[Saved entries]
=== Section Start ===
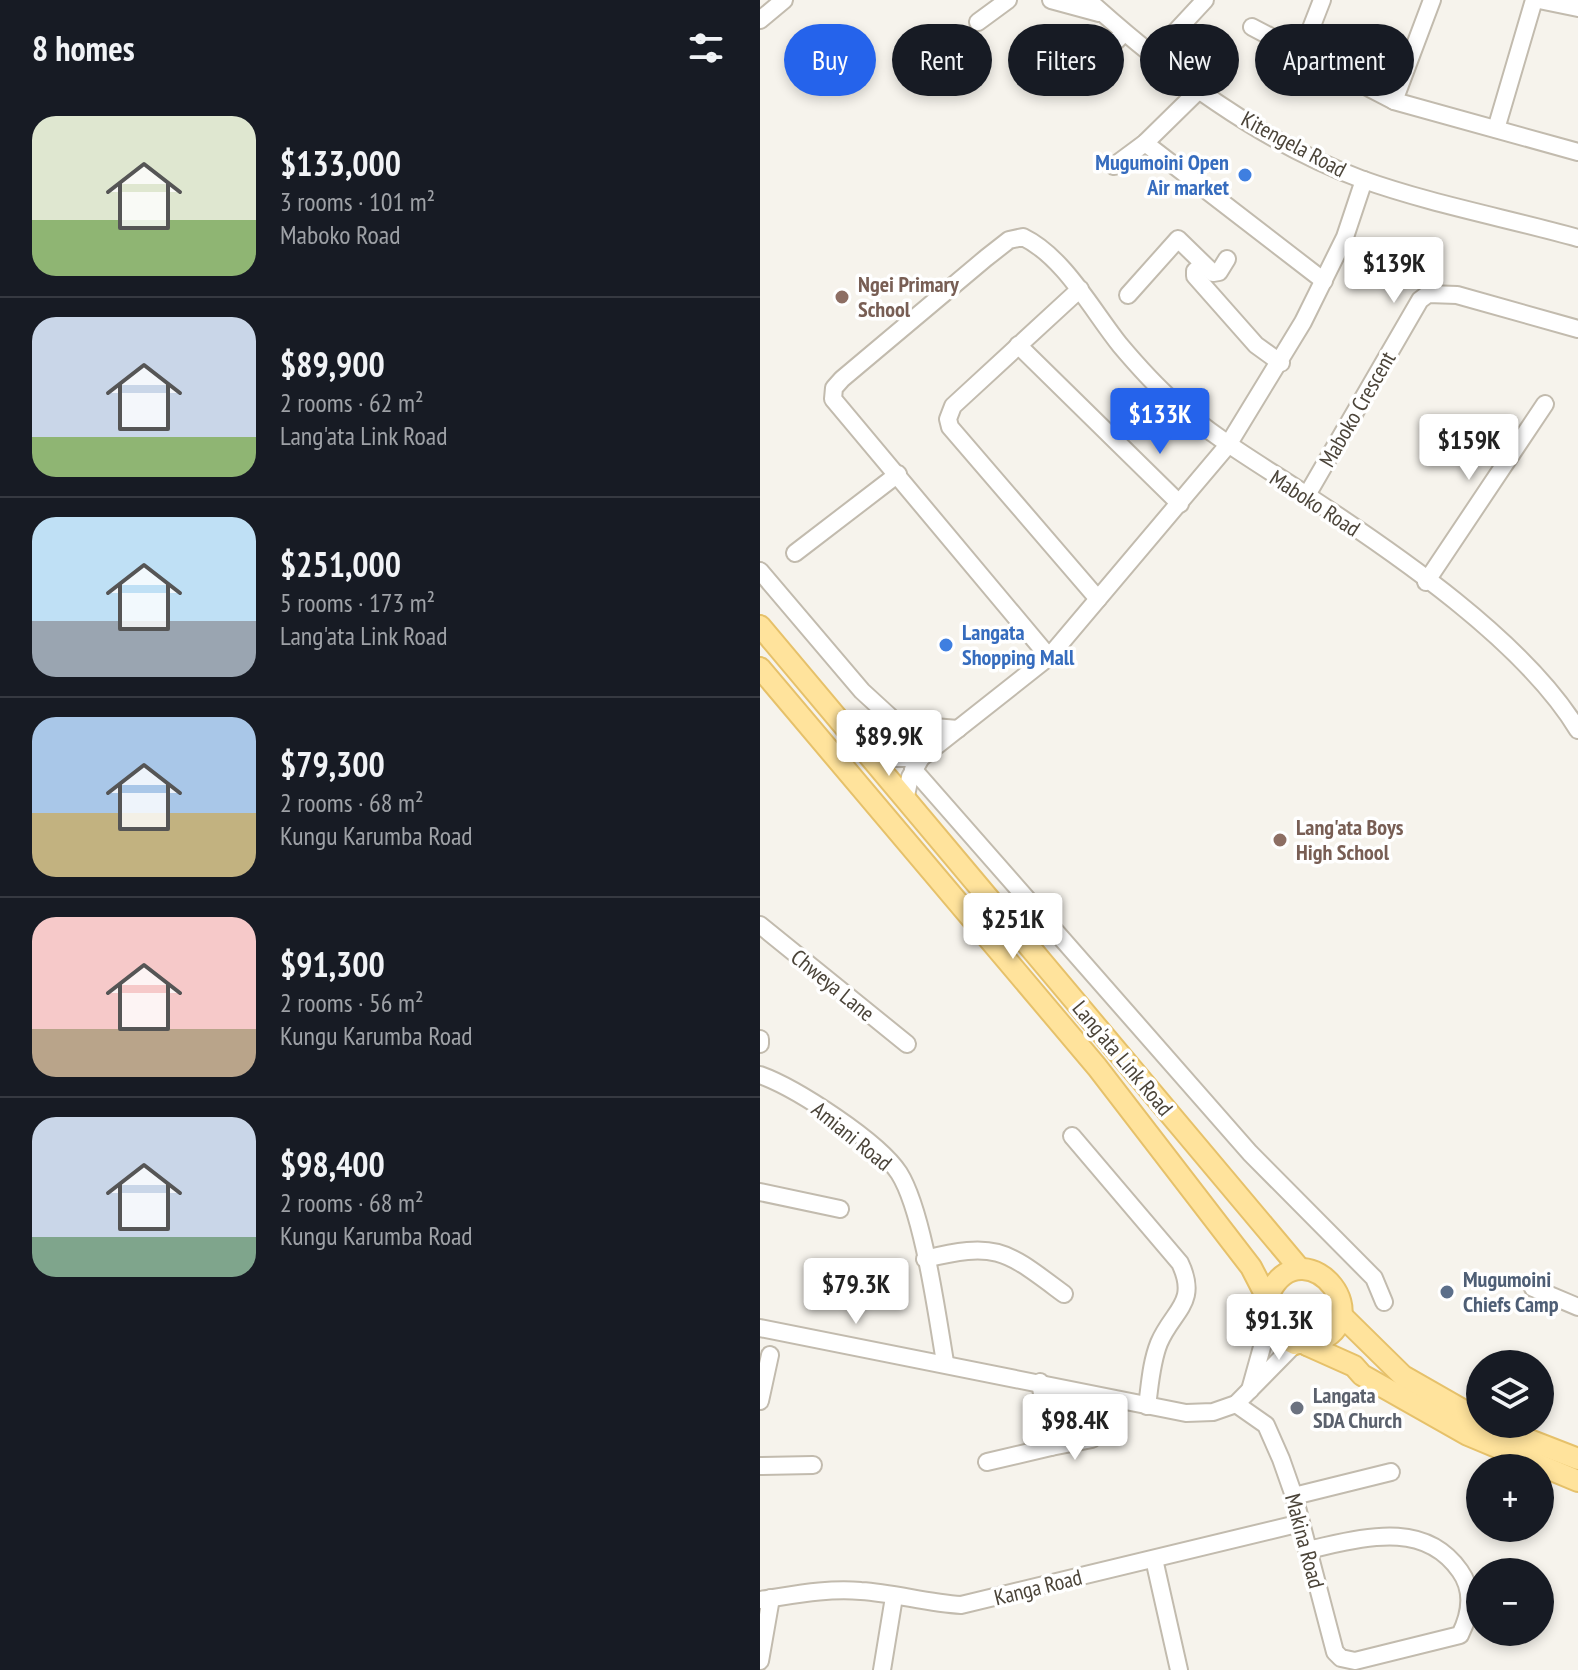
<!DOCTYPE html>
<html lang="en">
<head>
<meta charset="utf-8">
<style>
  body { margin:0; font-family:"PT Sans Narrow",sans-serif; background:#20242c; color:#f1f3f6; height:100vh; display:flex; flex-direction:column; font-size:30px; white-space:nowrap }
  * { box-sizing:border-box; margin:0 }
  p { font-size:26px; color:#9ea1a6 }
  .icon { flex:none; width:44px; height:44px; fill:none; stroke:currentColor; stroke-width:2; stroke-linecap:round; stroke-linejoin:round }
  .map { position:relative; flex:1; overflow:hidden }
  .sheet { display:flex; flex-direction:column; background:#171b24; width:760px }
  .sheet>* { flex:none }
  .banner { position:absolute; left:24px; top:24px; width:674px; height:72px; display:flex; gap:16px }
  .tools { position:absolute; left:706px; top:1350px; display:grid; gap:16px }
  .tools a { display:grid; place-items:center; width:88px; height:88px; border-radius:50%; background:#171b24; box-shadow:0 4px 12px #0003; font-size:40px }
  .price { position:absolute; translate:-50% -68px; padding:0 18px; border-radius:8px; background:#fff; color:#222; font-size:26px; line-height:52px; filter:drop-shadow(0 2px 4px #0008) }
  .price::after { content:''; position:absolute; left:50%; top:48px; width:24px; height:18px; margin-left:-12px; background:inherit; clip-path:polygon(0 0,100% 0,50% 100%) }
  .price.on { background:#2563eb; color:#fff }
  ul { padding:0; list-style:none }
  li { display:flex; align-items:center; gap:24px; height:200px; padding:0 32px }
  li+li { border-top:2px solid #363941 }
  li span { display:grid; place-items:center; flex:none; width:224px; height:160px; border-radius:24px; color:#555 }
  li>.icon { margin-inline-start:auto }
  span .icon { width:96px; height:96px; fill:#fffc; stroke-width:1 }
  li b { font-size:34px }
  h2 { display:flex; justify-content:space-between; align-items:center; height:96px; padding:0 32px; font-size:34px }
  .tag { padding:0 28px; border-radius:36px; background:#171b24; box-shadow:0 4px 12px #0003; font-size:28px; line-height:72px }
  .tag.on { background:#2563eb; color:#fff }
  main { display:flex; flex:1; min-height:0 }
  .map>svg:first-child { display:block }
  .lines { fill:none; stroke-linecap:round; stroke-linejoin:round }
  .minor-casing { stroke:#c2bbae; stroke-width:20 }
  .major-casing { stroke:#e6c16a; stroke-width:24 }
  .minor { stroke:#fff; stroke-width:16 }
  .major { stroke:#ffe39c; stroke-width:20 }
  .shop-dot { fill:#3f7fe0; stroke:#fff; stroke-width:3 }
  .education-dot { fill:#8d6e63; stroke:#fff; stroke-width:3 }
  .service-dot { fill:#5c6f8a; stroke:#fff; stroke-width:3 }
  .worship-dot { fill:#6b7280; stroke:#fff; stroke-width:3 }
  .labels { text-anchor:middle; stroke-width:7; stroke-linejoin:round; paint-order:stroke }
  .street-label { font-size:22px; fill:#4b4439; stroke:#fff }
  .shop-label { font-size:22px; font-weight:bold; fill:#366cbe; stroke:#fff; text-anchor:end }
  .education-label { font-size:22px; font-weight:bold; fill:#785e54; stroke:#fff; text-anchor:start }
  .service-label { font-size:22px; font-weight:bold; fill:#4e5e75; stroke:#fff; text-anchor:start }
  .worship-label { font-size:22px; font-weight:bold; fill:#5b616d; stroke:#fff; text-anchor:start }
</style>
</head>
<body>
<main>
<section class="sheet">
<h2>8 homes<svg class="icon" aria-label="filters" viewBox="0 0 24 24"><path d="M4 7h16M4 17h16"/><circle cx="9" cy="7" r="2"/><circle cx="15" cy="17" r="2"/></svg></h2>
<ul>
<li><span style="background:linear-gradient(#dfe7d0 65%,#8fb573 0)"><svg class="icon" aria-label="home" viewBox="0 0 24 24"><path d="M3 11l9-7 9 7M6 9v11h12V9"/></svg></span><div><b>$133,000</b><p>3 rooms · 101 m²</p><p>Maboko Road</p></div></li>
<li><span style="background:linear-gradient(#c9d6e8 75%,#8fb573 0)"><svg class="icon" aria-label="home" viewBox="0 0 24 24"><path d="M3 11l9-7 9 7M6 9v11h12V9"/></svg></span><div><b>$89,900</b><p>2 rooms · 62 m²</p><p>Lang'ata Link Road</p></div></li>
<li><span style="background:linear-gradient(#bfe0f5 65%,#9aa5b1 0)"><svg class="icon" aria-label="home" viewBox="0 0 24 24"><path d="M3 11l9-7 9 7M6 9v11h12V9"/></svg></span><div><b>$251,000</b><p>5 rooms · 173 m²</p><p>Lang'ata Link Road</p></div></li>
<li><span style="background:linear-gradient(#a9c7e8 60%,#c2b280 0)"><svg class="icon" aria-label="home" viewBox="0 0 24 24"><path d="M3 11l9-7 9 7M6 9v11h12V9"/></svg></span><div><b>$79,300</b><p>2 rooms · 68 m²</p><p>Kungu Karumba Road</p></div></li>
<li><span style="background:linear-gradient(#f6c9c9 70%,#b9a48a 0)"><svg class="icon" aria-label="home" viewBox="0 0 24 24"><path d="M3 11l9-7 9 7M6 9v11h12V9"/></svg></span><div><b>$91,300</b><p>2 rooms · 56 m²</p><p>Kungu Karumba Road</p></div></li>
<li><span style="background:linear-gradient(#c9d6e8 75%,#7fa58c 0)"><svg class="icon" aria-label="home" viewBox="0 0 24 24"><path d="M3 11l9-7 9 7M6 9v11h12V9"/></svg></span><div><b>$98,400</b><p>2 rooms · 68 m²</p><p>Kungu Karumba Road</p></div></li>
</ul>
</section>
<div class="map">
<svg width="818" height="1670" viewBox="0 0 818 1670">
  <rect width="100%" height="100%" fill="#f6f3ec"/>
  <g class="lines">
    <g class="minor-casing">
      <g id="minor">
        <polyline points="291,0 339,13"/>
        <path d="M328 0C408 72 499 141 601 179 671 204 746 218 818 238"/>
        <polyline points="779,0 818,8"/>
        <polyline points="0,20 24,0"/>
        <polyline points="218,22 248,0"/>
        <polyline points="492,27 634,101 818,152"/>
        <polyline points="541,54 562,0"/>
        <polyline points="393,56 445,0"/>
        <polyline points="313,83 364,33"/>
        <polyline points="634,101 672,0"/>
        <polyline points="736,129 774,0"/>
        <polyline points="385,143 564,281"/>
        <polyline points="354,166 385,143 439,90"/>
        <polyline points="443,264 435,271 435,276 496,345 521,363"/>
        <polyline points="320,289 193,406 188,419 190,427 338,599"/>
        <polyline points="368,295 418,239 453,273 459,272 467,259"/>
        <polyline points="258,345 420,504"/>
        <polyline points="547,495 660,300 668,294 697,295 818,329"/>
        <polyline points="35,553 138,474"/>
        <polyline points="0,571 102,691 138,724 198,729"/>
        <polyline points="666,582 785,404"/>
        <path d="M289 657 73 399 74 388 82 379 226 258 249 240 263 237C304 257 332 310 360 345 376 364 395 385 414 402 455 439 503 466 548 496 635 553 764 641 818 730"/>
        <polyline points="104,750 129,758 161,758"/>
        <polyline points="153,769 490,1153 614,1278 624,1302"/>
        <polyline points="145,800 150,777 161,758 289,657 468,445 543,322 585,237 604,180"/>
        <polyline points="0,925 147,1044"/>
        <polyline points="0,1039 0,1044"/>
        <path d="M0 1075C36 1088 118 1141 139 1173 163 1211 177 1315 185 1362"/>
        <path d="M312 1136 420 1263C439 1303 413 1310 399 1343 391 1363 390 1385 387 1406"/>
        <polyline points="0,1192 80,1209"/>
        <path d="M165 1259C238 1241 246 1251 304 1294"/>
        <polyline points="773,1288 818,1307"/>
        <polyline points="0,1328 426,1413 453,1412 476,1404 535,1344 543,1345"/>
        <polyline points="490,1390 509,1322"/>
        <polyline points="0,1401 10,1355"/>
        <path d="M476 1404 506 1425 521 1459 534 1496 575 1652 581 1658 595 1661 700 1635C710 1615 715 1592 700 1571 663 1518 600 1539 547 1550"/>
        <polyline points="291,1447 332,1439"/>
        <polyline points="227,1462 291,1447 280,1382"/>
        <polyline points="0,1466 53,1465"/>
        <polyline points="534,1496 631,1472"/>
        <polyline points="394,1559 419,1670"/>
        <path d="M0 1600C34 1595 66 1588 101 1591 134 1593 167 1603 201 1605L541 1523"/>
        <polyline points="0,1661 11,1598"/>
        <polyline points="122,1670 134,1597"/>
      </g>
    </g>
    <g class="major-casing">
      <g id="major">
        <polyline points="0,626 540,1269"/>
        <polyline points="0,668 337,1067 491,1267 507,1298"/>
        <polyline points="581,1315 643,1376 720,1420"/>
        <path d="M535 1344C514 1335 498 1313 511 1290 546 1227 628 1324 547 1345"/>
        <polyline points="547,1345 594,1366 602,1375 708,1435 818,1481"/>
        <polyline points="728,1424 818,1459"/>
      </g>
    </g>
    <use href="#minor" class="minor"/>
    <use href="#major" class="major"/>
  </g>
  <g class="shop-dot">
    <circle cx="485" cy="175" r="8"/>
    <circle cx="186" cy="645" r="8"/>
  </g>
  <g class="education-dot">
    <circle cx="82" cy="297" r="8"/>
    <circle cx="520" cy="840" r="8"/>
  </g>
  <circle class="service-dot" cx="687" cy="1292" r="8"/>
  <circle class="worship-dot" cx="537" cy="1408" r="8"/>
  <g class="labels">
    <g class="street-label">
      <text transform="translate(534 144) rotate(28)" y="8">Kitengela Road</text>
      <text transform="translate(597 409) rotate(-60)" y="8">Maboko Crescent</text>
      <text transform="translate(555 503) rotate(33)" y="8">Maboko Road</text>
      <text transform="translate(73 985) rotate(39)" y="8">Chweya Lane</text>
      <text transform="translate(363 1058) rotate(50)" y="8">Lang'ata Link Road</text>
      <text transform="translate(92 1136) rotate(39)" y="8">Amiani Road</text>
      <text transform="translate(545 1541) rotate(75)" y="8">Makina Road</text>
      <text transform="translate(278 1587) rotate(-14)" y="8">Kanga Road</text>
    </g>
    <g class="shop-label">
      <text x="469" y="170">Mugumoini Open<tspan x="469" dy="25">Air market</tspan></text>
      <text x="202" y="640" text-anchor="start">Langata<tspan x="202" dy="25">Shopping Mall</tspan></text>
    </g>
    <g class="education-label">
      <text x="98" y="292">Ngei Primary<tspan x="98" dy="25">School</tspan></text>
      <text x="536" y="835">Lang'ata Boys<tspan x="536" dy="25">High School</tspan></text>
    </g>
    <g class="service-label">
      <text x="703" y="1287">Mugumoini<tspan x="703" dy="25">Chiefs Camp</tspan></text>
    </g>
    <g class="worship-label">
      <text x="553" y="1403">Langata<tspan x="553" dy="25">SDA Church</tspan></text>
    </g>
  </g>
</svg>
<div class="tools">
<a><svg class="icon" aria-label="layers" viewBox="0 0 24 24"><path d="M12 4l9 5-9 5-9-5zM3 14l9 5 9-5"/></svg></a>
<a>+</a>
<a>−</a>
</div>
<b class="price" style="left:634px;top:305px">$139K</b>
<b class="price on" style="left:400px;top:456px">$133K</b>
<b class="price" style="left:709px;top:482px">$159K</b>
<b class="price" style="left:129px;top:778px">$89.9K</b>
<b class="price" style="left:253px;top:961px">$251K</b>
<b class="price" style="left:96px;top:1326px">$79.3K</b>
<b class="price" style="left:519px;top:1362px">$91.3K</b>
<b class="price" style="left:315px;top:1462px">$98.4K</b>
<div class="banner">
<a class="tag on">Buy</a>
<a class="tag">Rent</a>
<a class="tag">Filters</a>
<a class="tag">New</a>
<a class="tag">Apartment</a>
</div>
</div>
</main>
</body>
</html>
=== Section End ===
For the entries shown above, tally every line containing the word "linecap". Report the tally and nothing else.

[Answer for this exercise] 2